И я прихожу, и в полночь стою на крыльце, и босым ступням холодно от прикосновения камня. Постепенно темнота обволакивает воздух, и нужно врасти в неё, чтобы услышать хлопанье ворот и ставень в соседних домах, свист мальчишек, выходящих на третью стражу в сады, неясный, далёкий шум дороги, биение бабочки о фонарное стекло. И только когда я врастаю в эту темноту, и уши мои до отказа наполняются ею, я начинаю понимать, что июль…
…уже на исходе. Но письма продолжают приходить — и нитка тянется, пока её не оборвёт бережная хозяйка; так и от давно ушедших в путь приходят иногда запоздалые вести — ни к ночи, ни к позднему чаю, но на рассвете, когда садовый холодок осторожно вытягивает из тела последние остатки ночного тепла, и строки их светлы и беспечальны. Наверное, и ты привыкла уже к сморщенным листьям лопуха, неаккуратно приходящим в дом, чтобы запылить его, а почтальон подаёт их тебе с улыбкой, припоминая что-нибудь из любимого поэта:
И ты догадаешься, что время приходит и пора собираться в дорогу, ибо утро не за горами, и скоро уже на холсте появится робкий его след.
Вы совершенно правы, мой друг и товарищ по встречам восхода. Время пришло, и пора отправляться в путь.
Стали тише и тревожнее ночи, и музыка кузнечиков стала ещё слышнее. Поглядите на звёзды, высчитайте их блеск до десятых и передайте тому, кто приносит грозу, что ветер размечен по нотам и нужно поторопиться. Сходите к колодцу — ибо близок август, и чёрная вода стала холоднее и слаще. Нарвите подорожник, и лето вылечит вас, как лучший лекарь; разметьте по высоким соснам и звёздам путь. Возьмите за руку её и немедленно отправляйтесь, ибо время пришло.

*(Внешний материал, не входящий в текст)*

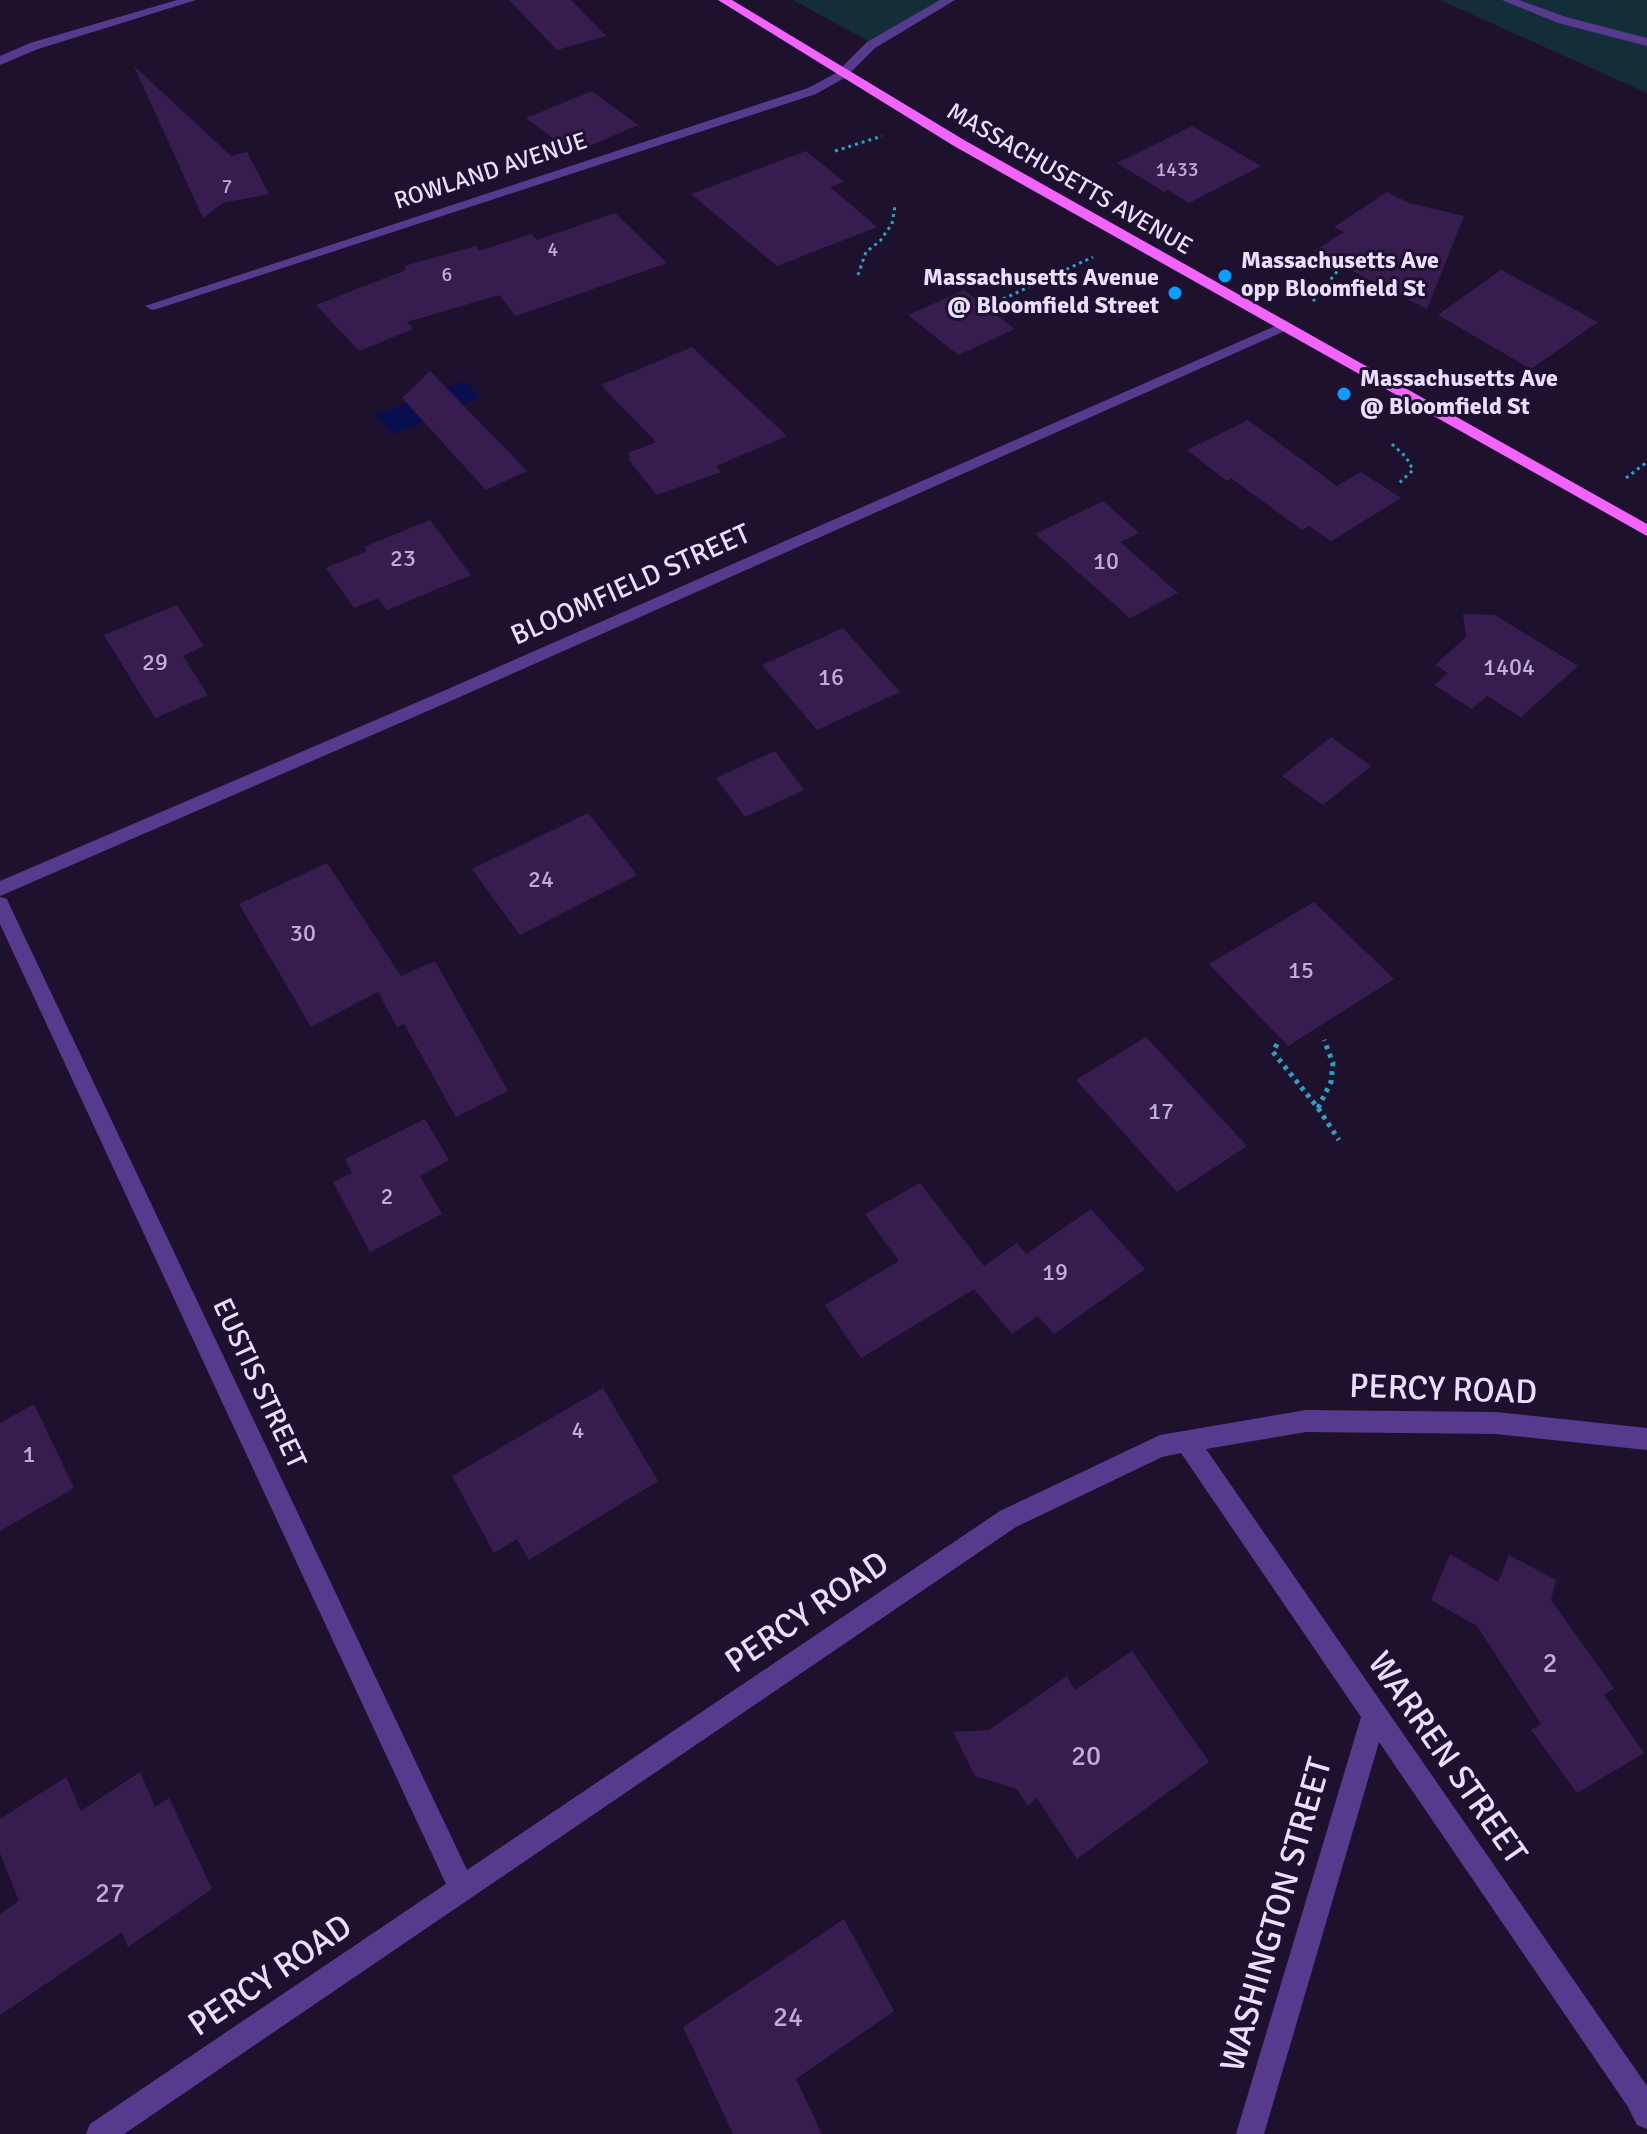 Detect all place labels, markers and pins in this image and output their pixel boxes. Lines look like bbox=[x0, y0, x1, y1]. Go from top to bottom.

И мастер уходит и уносит холст.
«Мастер, — кричу я, — мастер! Но когда же вернётесь вы из бог-его-знает-откуда; когда снова придёте слушать музыку Древнего Рима и наблюдать чёрную воду; когда ещё раз позволите утру сойти с вашего холста, чтобы чёрный и белая знали, что фонари за окном зажигаются каждую ночь; когда встретим мы старого дворника-пенсионера и уведомим его, что пыль на дорогах надёжно подкована, и можно брать в руки не молот, но метлу, когда же, когда?..» «Не волнуйтесь, дорогой друг и товарищ! Неужели же зря писали вы эти письма, как песни кузнечика в душную ночь? Оглянитесь вокруг, выйдя на крыльцо, — мы всегда вместе. Это просто путь разделился на две дороги».